Correct application functioning is dependent on each instance being able to access the persistent state. If you distribute four replicas of a component across two physical hosts, both of those machines will need access to your data store. This means the application instances have interlinked dependencies that can't be automatically replaced.

The constraints around stateful services conflict with the Kubernetes model of ephemeral containers that can be replaced at any time. When you're working with a stateful application, you need to make special provision so containers can reliably access the state they need. This requires additional configuration to provide reliable data persistence that remains stable as your application scales.

Running Stateful Services In Kubernetes

Kubernetes support for stateful systems has grown over the past few years, supported by an increase in community interest. Stateful applications can be assembled from officially supported resources such as stateful sets and persistent volumes. These offer integrated methods for storing and managing your data.

Persistent volumes provide data storage to your Pods. Files written to a persistent volume are stored independently of the Pod that creates them. The volume's content persists in your cluster after the Pods are destroyed, allowing their replacements to access the stored state.

StatefulSets are API objects that represent stateful applications. They function similarly to Deployments but assign a unique identifier to each Pod they encapsulate. Pods retain their identifiers even if they're restarted or scheduled onto another Node. This allows you to implement procedures where Pod ordering and identity is important. The reliable identifiers let you rematch volumes to Pods after a scheduling event and gracefully rollout application updates in sequence.

These features mean it's now possible to run stateful applications inside your Kubernetes cluster. You can write data to persistent volumes and use StatefulSets instead of Deployments when Pods need to remember their identities.

Managing State Outside of Kubernetes

A popular route for running stateful services in Kubernetes is to locate the state outside your cluster. You architect your system so that its components are decoupled from the storage they require. They can access persistent data in separate services over the network.

You can maintain your own database server, connect to existing network file shares, or use a fully managed service from your cloud provider. The applications in your Kubernetes cluster should be configured to interact with your storage systems using their APIs or direct access protocols.

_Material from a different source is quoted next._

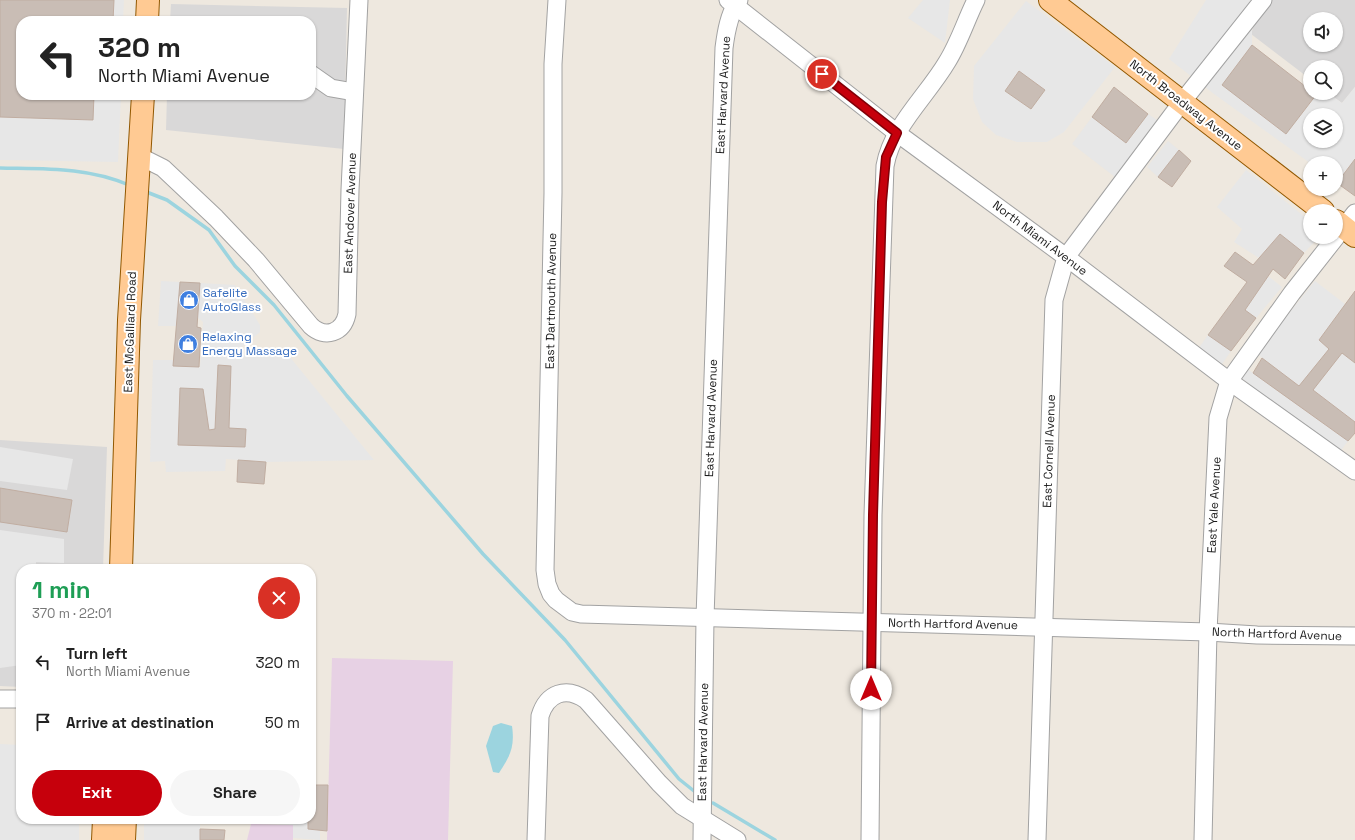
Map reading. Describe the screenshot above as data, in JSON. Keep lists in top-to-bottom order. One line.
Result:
{"streets":{"main road":["North Broadway Avenue","East McGalliard Road"],"street":["East Harvard Avenue","East Andover Avenue","North Miami Avenue","East Dartmouth Avenue","East Cornell Avenue","East Yale Avenue","North Hartford Avenue"]},"crossings":[["East Harvard Avenue","North Miami Avenue"],["East Harvard Avenue","North Hartford Avenue"],["North Broadway Avenue","East Cornell Avenue"],["East Andover Avenue","East McGalliard Road"],["North Miami Avenue","East Cornell Avenue"],["North Miami Avenue","East Yale Avenue"],["East Dartmouth Avenue","North Hartford Avenue"],["East Cornell Avenue","North Hartford Avenue"],["East Yale Avenue","North Hartford Avenue"]],"places":{"shop":["Safelite AutoGlass","Relaxing Energy Massage"]},"page":{"map_buttons":["+","−"],"turn":["320 m","North Miami Avenue"],"heading":["1 min","370 m · 22:01"],"list":[{"name":"Turn left","note":"North Miami Avenue","value":"320 m"},{"name":"Arrive at destination","value":"50 m"}],"buttons":["Exit","Share"]}}
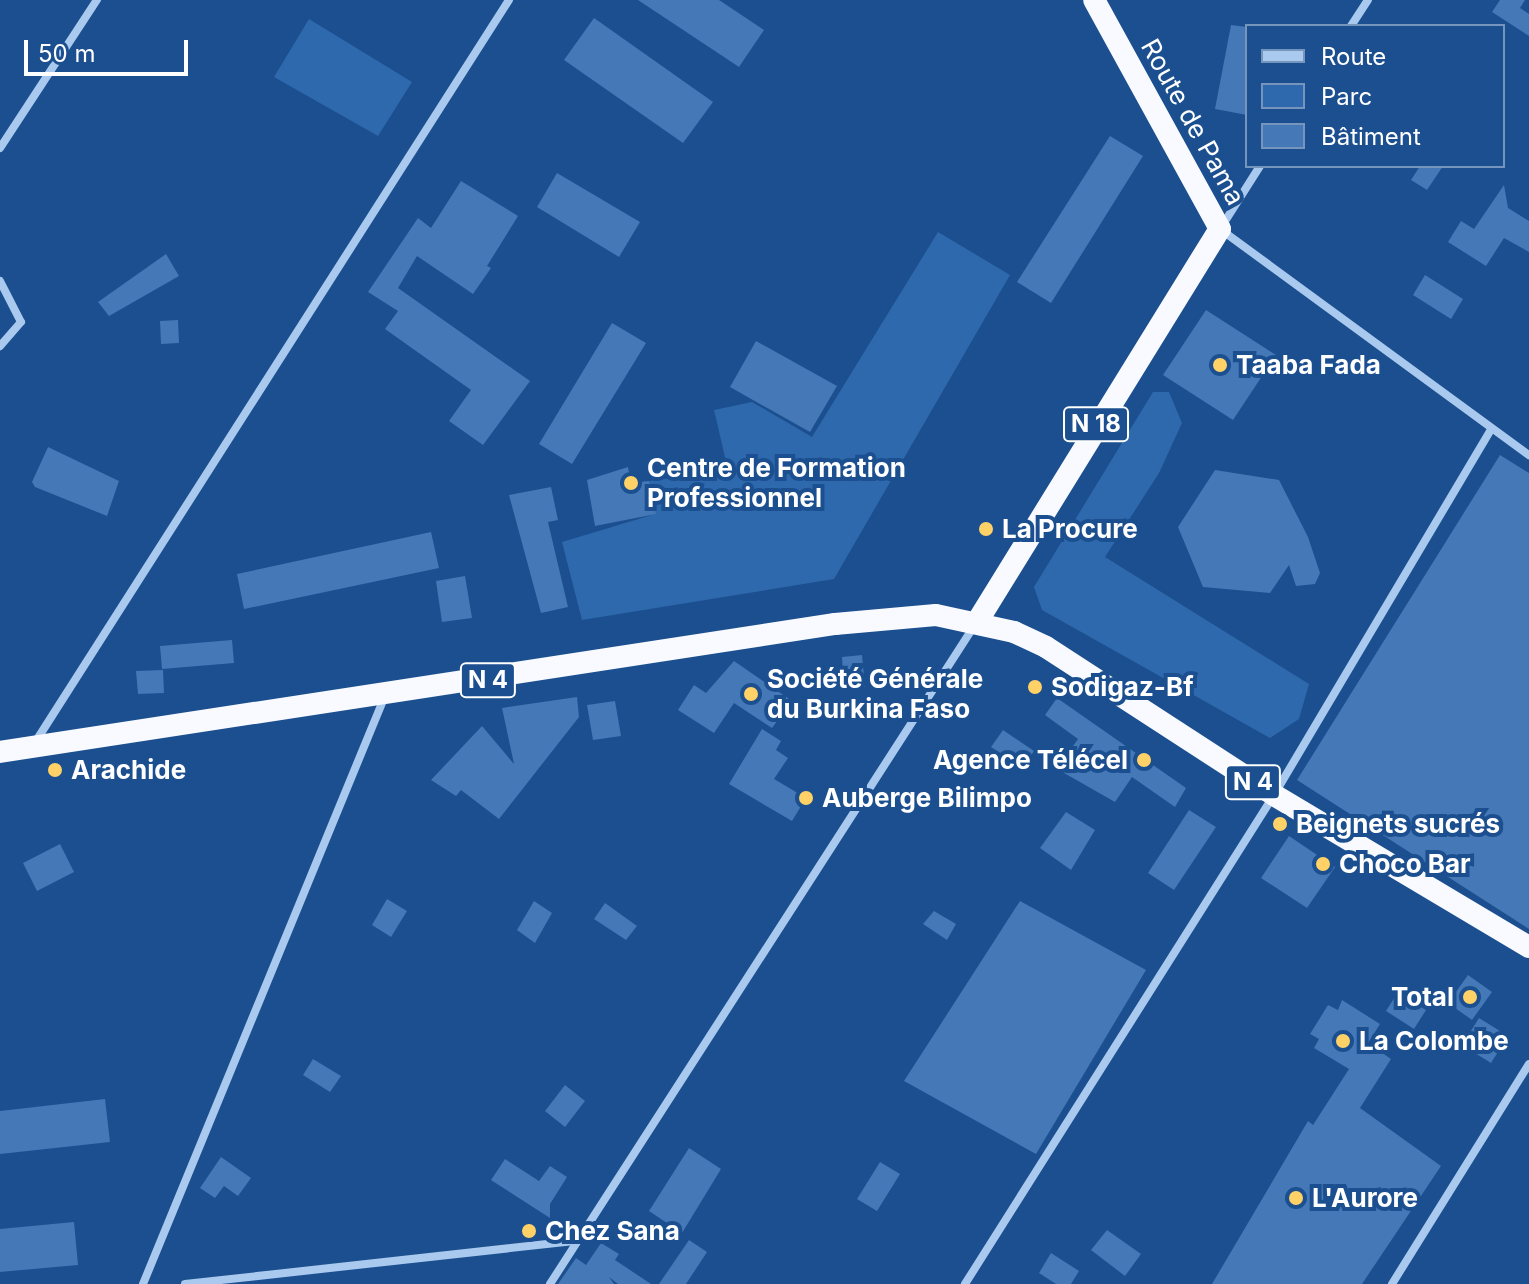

This is a good way of promoting decoupling in your services. Removing persistent filesystem access from your containerized applications makes them more portable across environments. Containers can be launched using stateless deployment models as their storage dependencies are reduced to basic network calls. You can benefit from the flexibility of Kubernetes without incurring the complexity cost of using persistent volumes and stateful sets to store state in your cluster.

Avoiding Kubernetes for Stateful Services

A third school of thought is to avoid Kubernetes altogether for stateful services. This is usually an over-reaction - if you're not comfortable maintaining state in your cluster, you can still use the method outlined above to deploy your applications using an adjacent storage provider.

Nonetheless there are still some systems which might not make sense in Kubernetes. Extremely filesystem-dependent architectures which work with large numbers of files could be challenging to implement and scale using persistent volumes. An external storage system managed alongside Kubernetes might add unacceptable latency when file interactions are the core function of your service.

In these circumstances you may have to reach for alternative deployment approaches that give you more control of data storage and I/O operations. However work is ongoing in the ecosystem to enhance the storage options for containerized systems. Cloud native storage solutions are emerging as higher-level abstractions of concepts like persistent volumes and stateful sets, implementing distributed filesystems that remain performant when used across multiple nodes. Ceph, Minio, and Portworx are some of the contenders in this space.

Should You Run Stateful Apps In Kubernetes?

Most stateful applications can be deployed without issues using Kubernetes. The principal decision is whether you keep your persistent data inside your cluster, by using persistent volumes and stateful sets, or interface with an externally managed data store.

Persistent volumes work for most use cases but they do come with some limitations. Not all volume access modes are supported by every implementation so it's important to check which features your Kubernetes distribution supports.

Relatively few drivers offer the

        ReadWriteMany

mode which permits the volume to be bound to several Nodes simultaneously, with each of them able to read and write data. The

        ReadWriteOnce

mode is the most broadly supported, allowing each Node to read data but only one of them to write. These constraints can affect your application's scheduling - a system with several Pods that need to write to a shared database instance will need to run them all on a single Node, unless

        ReadWriteMany

is available. This limits your ability to scale your services.

Utilizing an externally managed database or object storage system is an effective way to mitigate these lingering issues while still benefiting from the flexibility of Kubernetes. This does require your application to be fully decoupled from its storage so it might not be an option if you're migrating a legacy service.

Working with older applications presents the strongest case for not running a stateful app in Kubernetes. You can run into roadblocks if you're unable to be intentional about where state is stored and how it's managed. In these situations it's usually best to refactor your system before you try to distribute it across deployment nodes.

Summary

Although stateful applications and Kubernetes aren't quite a natural match, it's possible to accommodate persistent data in your cluster by combining stateful sets and persistent volumes. These provide officially supported methods for orchestrating stateful systems using Kubernetes but you need to remain mindful of the scheduling constraints they impose.

Because in-cluster state management adds complexity, keeping persistent data in an external service is a popular way to streamline your deployments. Managed databases, object storage platforms, and private networks allow you to provision storage outside your cluster then securely consume it from within. You'll need to adapt your application to support external storage interfaces but can then benefit from increased deployment flexibility.

Applications where the state consists of simple config files can utilize ConfigMaps to run in Kubernetes without having to adopt persistent file storage. ConfigMaps are first-class objects which are automatically provided to your Pods when they're needed, either as environment variables or mounted files. They remove the need for persistent volumes when you're only storing a handful of long-lived settings.